Власть, рожденная путем военного восстания, оказалась неспособной быстро и решительно оторваться от родивших ее организаций и не сумела сама стать силой.
Неудачный выбор старших военных руководителей привел к тому, что власть осталась без настоящей, государственной, организованной и прочной армии, понимающей свое не только специфически военное, но и государственное назначение. Создавалась как будто бы армия со всеми ее внешними признаками, а, в сущности, развертывались и росли те же партизанские отряды начала борьбы со всеми присущими им достоинствами и недостатками, сохраняя все свои особенности и энергично противясь всему, что затрагивало их привилегии и автономные привычки. Не нашлось талантливых вождей, которые сумели бы ввести все это в здоровые рамки, сохранив и развив все хорошее, и парализовав постепенно все наиболее дурное.

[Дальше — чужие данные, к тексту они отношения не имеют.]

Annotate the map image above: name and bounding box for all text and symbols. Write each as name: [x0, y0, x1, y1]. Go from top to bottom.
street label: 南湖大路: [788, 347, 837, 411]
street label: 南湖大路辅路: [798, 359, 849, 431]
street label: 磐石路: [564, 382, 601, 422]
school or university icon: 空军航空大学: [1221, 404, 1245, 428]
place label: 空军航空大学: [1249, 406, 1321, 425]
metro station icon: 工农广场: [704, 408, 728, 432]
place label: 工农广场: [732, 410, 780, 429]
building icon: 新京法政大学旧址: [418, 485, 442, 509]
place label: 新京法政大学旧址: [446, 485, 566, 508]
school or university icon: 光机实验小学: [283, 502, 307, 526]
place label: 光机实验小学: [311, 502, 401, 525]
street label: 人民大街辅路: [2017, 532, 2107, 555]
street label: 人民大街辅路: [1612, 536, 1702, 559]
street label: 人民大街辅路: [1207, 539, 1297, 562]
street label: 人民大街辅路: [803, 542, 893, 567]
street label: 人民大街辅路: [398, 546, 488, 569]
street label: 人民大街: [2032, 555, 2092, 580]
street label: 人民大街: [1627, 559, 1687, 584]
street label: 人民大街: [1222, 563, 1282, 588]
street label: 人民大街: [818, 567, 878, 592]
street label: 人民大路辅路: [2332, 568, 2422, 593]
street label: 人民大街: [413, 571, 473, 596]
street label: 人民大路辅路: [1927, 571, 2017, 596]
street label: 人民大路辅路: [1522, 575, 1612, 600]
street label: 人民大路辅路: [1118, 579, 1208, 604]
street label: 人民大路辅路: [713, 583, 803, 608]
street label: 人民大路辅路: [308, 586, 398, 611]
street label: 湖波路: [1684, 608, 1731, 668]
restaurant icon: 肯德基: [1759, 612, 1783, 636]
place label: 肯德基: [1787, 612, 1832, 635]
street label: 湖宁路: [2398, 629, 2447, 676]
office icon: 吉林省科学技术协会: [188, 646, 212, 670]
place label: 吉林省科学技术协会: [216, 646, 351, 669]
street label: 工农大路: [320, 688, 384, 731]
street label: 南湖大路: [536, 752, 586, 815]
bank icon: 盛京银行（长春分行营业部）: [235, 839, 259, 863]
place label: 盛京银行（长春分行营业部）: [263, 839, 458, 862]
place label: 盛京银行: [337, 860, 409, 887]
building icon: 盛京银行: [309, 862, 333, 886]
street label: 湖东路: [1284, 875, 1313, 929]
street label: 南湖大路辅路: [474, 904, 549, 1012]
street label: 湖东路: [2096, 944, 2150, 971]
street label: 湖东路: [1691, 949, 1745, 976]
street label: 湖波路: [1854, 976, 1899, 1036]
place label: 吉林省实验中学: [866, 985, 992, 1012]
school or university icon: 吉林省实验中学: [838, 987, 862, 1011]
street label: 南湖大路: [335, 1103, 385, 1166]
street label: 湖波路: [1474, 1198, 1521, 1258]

В первое время это было нетрудно, ибо состав армии был относительно не велик и держался на тех, кто поднялись на спасение родины, движимые чувством подвига и долга.
В последующем трудно даже винить армию и фронтовых представителей, жизнь их увлекла, положение и безнаказанность ослепили; в организационные рамки они не вошли и так вне их по сущности и остались.
Они подняли восстание за свой счет, рискуя муками и жизнью; они свергли большевистское иго и открыли все дальнейшие возможности; их осенили первые боевые успехи; они реально показали возможность сбросить красный гнет и стали героями освободительной зари.
Они вели первый период войны за освобождение в невыразимо тяжких условиях партизанского восстания, особыми способами и кустарными средствами.
Иных способов они не знали, иначе действовать не умели; в свои приемы и способы верили, так как на деле попытали их силу и целесообразность.
Успехи их опьянили; разобраться в изменении обстановки не умели; понять необходимость перейти к иным формам существования сначала не могли, а потом уже и не хотели; изменить приобретенные сначала взгляды сами не могли и по молодости и по отсутствию специальных знаний и опыта, и по честолюбию, захватившему наиболее сильные и выдвинувшиеся на передний план натуры.
Руководители Ставки не сумели всего этого оценить и принять своевременно необходимые меры; сразу не была положена граница между условиями существования и деятельности организованной армии и приемами вооруженного восстания офицерских организаций. Первые Главковерхи и Ставки были увлечены политической борьбой и предоставили армиям самостоятельно развиваться и устраиваться; по-видимому, попытки правильной организации были предприняты первым командующим Сибирской армией ген. Гришиным-Алмазовым, но следов они не оставили.
Тем временем фронт утвердился в своих новых тенденциях, закрепил выработанные самостоятельно формы и лозунги и постепенно чисто явочным порядком заставил бессильный центр молча признать фронтовые порядки, приемы войны и снабжений и широкую автономию старших штабов и начальников. По организационной части Ставка сделалась учреждением, утверждавшим все, что требовал фронт и проводившим только то, что было приемлемо для фронтовых автономий.